# 7 Things You Should Never Compost



## Kimberly (Mar 15, 2011)

I'm pretty sure you can put meat in a NatureMill composter


----------



## Tee (Mar 26, 2009)

Hi Kimberly - I'm not familiar with the NatureMill composter since I've never used it, but I'd still be very skeptical about composting any meats. I still think it's better to stick with vegetation and other commonly acceptable items.


----------



## EddieK (Aug 11, 2011)

I have read that #7 plastic is biodegradable and can therefore be put in the compost bin. Is that correct?


----------



## Tee (Mar 26, 2009)

Hi Eddie - I'm not super familiar with #7 plastic, but I have read that some types of it contain BPA. I don't think any type of plastic should be added to compost. It is always best to stick with organic materials.


----------



## Angel (Jan 14, 2012)

I am puzzled by this......hopefully you can advise!

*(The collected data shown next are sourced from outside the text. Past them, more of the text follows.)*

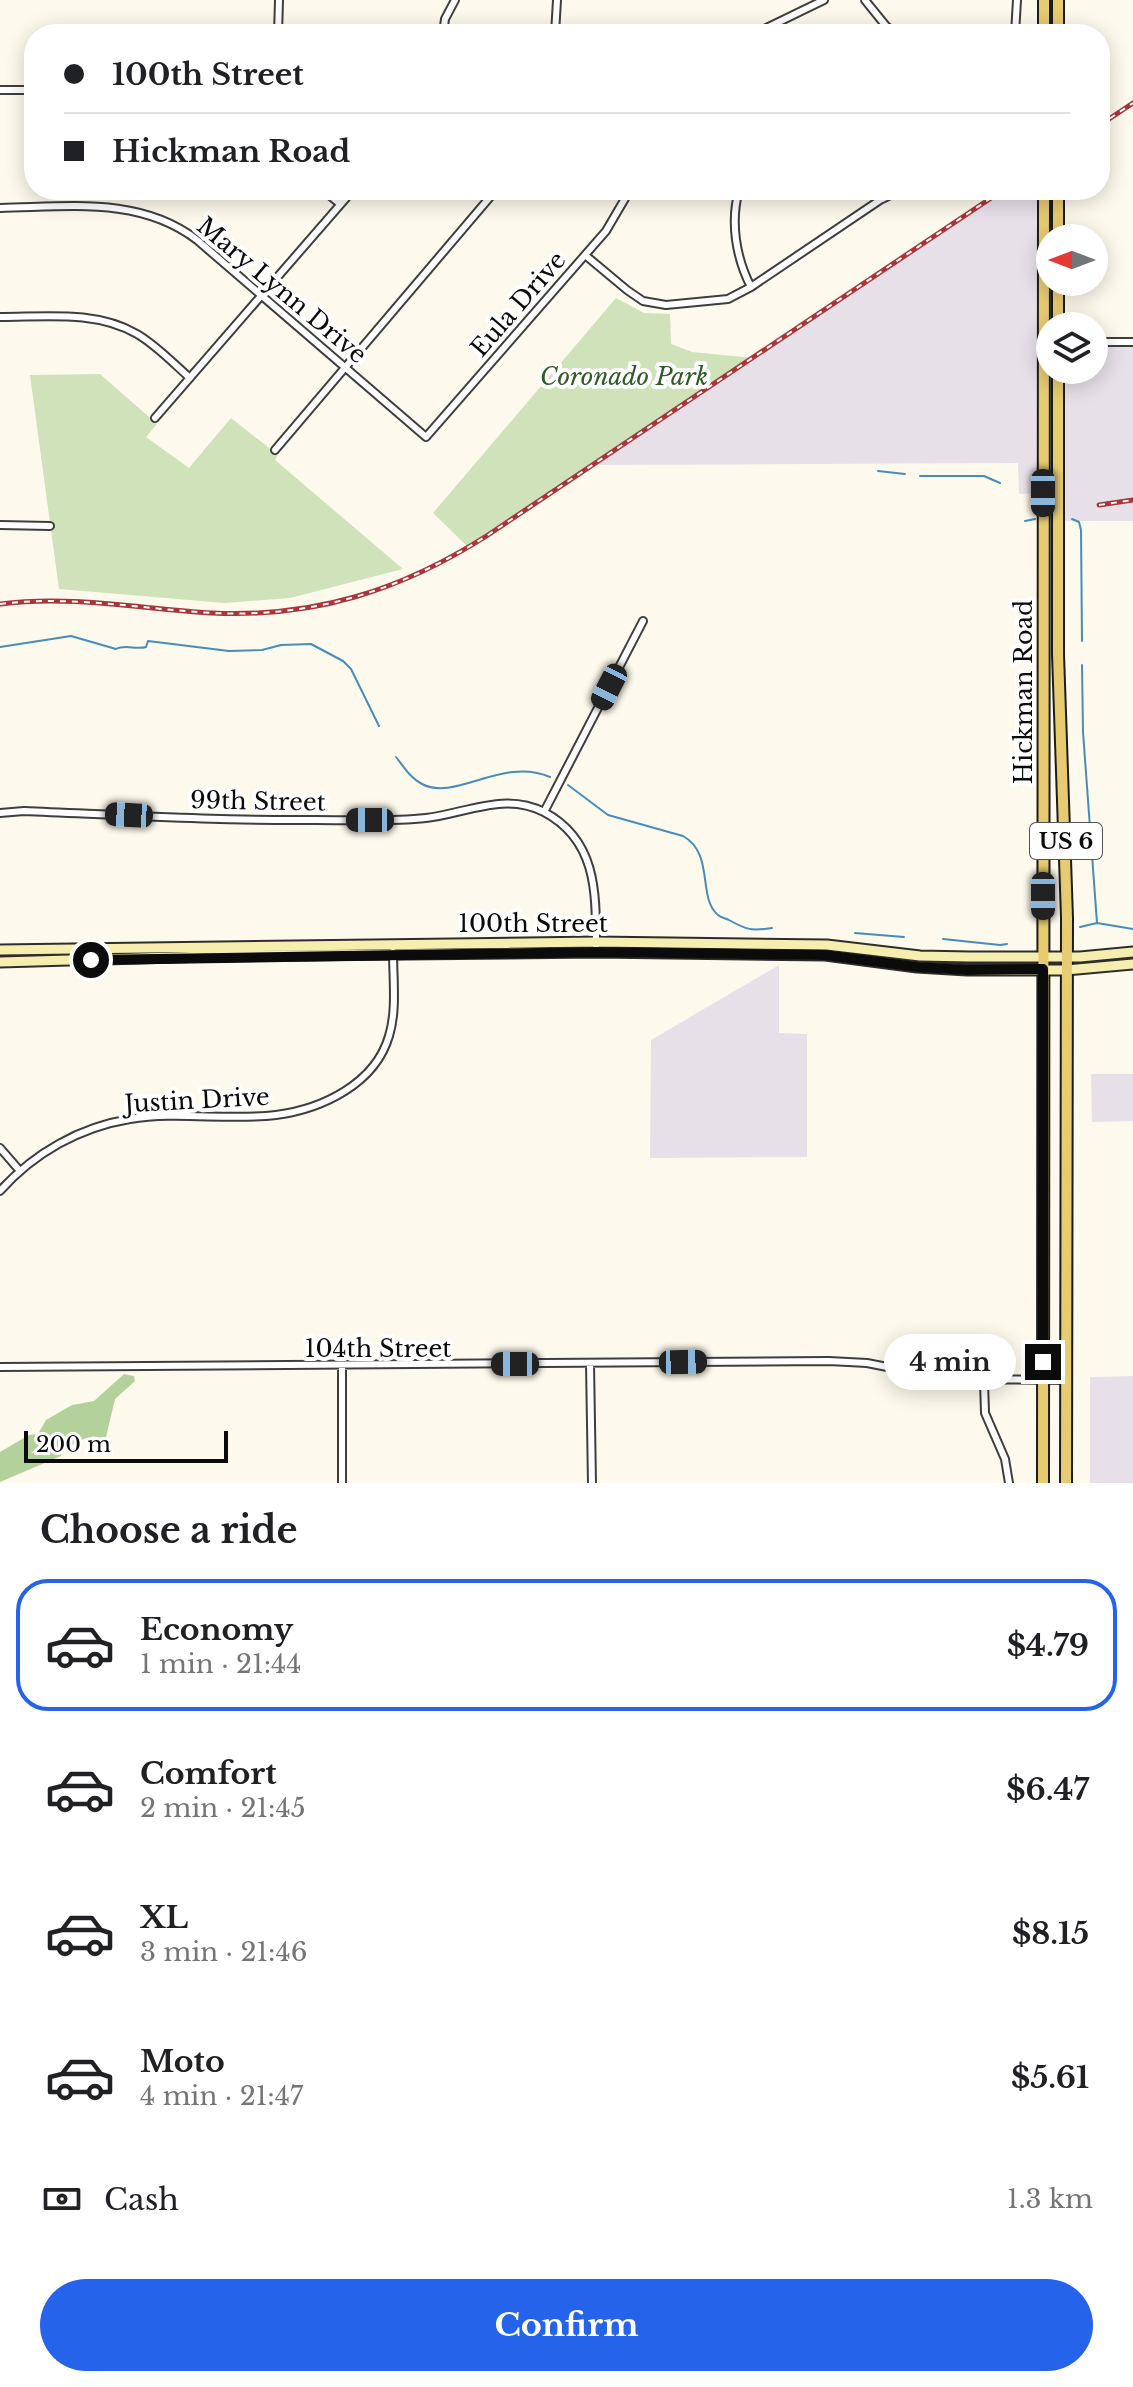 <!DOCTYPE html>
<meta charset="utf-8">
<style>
:root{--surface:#fff;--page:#f2f2f2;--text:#202124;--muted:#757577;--line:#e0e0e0;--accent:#2563eb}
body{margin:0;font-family:"Libre Baskerville",serif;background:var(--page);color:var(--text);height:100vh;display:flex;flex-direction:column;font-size:30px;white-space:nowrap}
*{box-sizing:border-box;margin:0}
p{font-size:26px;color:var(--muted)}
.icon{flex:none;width:44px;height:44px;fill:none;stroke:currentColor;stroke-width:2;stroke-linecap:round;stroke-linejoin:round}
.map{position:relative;height:1483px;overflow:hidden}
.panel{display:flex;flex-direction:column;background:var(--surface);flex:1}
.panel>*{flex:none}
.guide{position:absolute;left:24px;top:24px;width:1086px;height:176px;border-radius:32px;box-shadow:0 4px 20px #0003;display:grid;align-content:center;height:176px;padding:0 40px;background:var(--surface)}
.needle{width:52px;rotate:270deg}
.tools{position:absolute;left:1036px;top:224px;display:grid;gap:16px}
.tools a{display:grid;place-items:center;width:72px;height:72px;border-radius:50%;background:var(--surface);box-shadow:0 4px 20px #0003;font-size:40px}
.scale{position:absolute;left:24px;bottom:20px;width:204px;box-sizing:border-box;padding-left:8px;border:4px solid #0b0b0b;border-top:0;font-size:22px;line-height:28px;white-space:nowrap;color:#0b0b0b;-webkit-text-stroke:6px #fff;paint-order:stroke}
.end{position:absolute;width:36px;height:36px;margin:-18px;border:10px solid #0b0b0b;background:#fff;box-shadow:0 0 0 4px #fff}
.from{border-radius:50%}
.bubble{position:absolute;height:56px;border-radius:28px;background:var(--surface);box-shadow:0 4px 20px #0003;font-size:26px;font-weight:800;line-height:56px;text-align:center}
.car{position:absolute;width:24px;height:48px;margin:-24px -12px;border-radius:10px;box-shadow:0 0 6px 2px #0007;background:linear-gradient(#222 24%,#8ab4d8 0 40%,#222 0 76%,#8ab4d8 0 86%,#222 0)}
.guide b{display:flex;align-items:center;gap:28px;height:76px;font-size:30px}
.guide b+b{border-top:2px solid var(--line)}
.guide i{width:20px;height:20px;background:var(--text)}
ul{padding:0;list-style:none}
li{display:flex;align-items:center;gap:24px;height:132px;margin:0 16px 12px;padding:0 24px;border:4px solid transparent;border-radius:32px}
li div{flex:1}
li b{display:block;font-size:30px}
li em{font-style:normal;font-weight:800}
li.active{border-color:var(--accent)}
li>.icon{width:72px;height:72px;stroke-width:1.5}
h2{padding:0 40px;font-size:36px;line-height:96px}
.pay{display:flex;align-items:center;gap:20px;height:88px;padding:0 40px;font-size:30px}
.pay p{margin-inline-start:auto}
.primary-button{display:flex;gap:16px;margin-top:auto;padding:16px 40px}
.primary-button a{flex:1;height:92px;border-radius:48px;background:var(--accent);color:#fff;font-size:32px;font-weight:800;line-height:92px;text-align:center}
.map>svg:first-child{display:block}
</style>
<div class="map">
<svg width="1133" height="1483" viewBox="0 0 1133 1483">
<rect width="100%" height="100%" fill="#fdf9ec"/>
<path fill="#e8e0e9" d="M 1003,190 L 1044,190 L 1043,493 L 1019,494 L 1018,463 L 594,465 Z
M 1094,347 L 1133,347 L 1133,521 L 1061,521 L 1065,370 L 1094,370 Z
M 779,965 L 779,1033 L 807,1034 L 807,1157 L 650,1158 L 651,1040 Z
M 1091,1074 L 1133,1074 L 1133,1121 L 1092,1122 Z
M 1133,1376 L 1133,1483 L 1090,1483 L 1090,1377 Z"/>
<path fill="#cfe2ba" d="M 616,298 L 644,313 L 670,314 L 671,344 L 692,352 L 753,358 L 468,547 L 433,513 Z
M 100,374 L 157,424 L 146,437 L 189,468 L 231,418 L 278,455 L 275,460 L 403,569 L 290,598 L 225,603 L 59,589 L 30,375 Z"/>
<path fill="#b3d19b" d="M 124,1374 L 134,1376 L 135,1381 L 115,1399 L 106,1437 L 84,1439 L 62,1450 L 61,1456 L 0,1482 L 0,1452 L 29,1435 L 38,1434 L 46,1420 L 72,1405 L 94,1401 Z"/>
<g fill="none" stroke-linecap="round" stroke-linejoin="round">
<path stroke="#478cbc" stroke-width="2" d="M 878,471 L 905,474
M 920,476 L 984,476 L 1000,483
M 1072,519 L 1079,522 L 1081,530 L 1082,641
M 1025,521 L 1035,519
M 0,647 L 71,636 L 116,649 C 125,644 136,650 146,647 L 148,641 L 229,651 L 262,650 L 281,645 L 311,644 L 343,661 L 351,669 L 379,726
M 1082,665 L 1083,732 L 1097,923
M 396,757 C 404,767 410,778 422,784 C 455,802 503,756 550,777
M 568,785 L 608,815 L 683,836 C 715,854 697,898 718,915 C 721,918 726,918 729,920 C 747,930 751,931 772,928
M 1080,927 L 1097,923 L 1133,929
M 855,933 L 904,937
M 943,939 L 1000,945 L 1007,944"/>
<g stroke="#3e3e3e" stroke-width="10">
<path id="minor" d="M 865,0 L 886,26 L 897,34
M 278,34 L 279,0
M 443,34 L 445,19 L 455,0
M 555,34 L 557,0
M 754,34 L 824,0
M 1015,34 L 1017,0
M 0,90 L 34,90
M 323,190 L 340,204
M 739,190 C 730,222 736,258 751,287
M 0,208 C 68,207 140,196 197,240 L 426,437 L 606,231 L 630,190
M 585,255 L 627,290 L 643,301 L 666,305 L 728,299 L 751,287 L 880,200 L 901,190
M 0,317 C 45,317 96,310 137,334 C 156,345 173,363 190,378
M 1094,342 L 1133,342
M 155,418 L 353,190
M 275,450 L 496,190
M 0,525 L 50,526
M 544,812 L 643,621
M 0,813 L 24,811 C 121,815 219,821 316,820 C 353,820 390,822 426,818 C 467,813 504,792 544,812 C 597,840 596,893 596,945
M 0,1148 L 20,1171
M 0,1191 C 34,1153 80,1127 130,1119 C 178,1111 228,1121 276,1115 C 322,1109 375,1084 389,1036 C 397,1010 393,979 393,952
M 590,1364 L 592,1483
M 342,1366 L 342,1483
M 0,1367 L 829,1361 L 867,1363 L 948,1379 L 1066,1380
M 984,1381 L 985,1413 L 1005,1459 L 1009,1483"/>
</g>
<g stroke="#2d2d2d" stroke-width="13">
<path id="secondary" d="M 0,950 L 596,942 L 827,945 L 920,956 L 970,957 L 1080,957 L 1133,952
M 0,962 L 209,956 L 596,952 L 825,955 L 917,967 L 967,970 L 1066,970 L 1133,964"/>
</g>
<g stroke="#1c1c1c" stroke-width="14">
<path id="primary" d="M 1058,0 L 1058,34
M 1044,34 L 1044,0
M 1058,238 L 1058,190
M 1058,326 L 1058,282
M 1058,370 L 1058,654 L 1067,918 L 1066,1483
M 1043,1483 L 1044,190"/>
</g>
<use href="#minor" stroke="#fff" stroke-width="6"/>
<use href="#secondary" stroke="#f5eeaf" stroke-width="9"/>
<use href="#primary" stroke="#e7cb71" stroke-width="10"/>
<g stroke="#a9353a" stroke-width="5">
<path id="rail" d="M 1100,125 L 1133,103
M 1099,505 L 1133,500
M 0,604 C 72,595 141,609 212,613 C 315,618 402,590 488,535 L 1003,190"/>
</g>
<use href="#rail" stroke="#fff" stroke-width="2" stroke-dasharray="6" stroke-linecap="butt"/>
</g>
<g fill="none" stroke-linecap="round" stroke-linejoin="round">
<path stroke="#0b0b0b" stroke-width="10" d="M 91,960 L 596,952 L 825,955 L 917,967 L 967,970 L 1043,969 L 1043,1362"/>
</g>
<g text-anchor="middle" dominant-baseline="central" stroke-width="8" stroke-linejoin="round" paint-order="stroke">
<rect fill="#fff" stroke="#545454" stroke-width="2" x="1030" y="823" width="72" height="36" rx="6"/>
<g font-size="22" font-weight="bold" fill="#0b0b0b">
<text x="1066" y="841">US 6</text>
</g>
<g font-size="24" fill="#0b0b0b" stroke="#fff">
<text transform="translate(282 290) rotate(40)">Mary Lynn Drive</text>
<text transform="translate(518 304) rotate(-49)">Eula Drive</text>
<text transform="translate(1023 692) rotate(-90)">Hickman Road</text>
<text transform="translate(258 801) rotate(1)">99th Street</text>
<text x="533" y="923">100th Street</text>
<text transform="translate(197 1100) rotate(-3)">Justin Drive</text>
<text x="378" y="1348">104th Street</text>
</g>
<g font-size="24" font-style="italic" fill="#2f5a24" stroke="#fff">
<text x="624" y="376">Coronado Park</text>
</g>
</g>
</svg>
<div class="tools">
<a><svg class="needle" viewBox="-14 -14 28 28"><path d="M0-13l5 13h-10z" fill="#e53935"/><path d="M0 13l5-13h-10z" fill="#757577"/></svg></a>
<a><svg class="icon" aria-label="layers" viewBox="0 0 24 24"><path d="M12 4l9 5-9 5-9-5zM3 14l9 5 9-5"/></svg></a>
</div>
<div class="scale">200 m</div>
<i class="end from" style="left:91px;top:960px"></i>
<i class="end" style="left:1043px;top:1362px"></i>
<div class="bubble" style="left:884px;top:1334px;width:132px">4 min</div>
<i class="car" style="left:1043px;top:493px;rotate:180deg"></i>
<i class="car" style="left:609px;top:687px;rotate:207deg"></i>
<i class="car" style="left:129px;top:815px;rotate:273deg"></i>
<i class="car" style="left:370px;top:820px;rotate:270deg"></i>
<i class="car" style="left:1043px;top:896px;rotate:180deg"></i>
<i class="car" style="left:683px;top:1362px;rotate:89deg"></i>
<i class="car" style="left:515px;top:1364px;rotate:270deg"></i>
<div class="guide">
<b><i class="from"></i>100th Street</b>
<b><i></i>Hickman Road</b>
</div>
</div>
<section class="panel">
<h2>Choose a ride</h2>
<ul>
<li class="active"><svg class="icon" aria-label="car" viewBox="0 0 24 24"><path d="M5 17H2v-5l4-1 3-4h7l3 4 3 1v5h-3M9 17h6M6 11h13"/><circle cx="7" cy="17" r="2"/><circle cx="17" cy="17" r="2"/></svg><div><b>Economy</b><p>1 min · 21:44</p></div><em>$4.79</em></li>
<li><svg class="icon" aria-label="car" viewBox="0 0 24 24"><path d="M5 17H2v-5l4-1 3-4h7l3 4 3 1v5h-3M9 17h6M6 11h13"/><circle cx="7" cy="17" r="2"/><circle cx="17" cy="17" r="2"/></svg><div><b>Comfort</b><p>2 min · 21:45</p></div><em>$6.47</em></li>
<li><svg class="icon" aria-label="car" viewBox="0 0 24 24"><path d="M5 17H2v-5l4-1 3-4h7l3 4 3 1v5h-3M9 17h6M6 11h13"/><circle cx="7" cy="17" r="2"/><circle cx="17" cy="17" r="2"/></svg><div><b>XL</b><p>3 min · 21:46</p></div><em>$8.15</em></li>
<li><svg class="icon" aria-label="car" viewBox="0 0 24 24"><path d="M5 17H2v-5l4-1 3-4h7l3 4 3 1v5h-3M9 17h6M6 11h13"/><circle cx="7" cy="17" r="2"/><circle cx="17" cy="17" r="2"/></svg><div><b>Moto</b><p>4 min · 21:47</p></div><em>$5.61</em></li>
</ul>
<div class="pay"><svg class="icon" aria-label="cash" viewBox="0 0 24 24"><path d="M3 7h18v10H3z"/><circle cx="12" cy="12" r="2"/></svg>Cash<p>1.3 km</p></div>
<div class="primary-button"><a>Confirm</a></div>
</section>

I am involved with a city garden, with several people. 
We are growing our vegetables without herbicides/pesticides.

We all bring our fruit/veg scrap, etc. for the compost.

The question is this; if we put scraps from produce (or other products like tea,) that had been treated with pest/herbicides, won't these then end up in our finished product?
One member insists that they will break down by the time the compost is ready to use......what do you think?

grazie mille =D


----------



## Tee (Mar 26, 2009)

Hi Angel,

You are correct. If the items you place in your compost have been treated with a pesticide or any other chemical there's a very high chance those chemicals will be present in the finished compost.

I would recommend using materials that have not been treated by herbicides or pesticides. It's safer to avoid those in any part of your garden especially the compost. If there are residual pesticides in your compost you could end up with a bunch of dead plants. 

I hope this helps and thanks for your comment!


----------



## sandy (Jul 22, 2012)

I used to use newspaper between the rows to control weeds and hold in moisture (we have very sandy soil, no pun intended) and this year I discovered some heavier brown paper at Menards that seems to be doing a good job. What do you think? Can I till it under this fall. ?


----------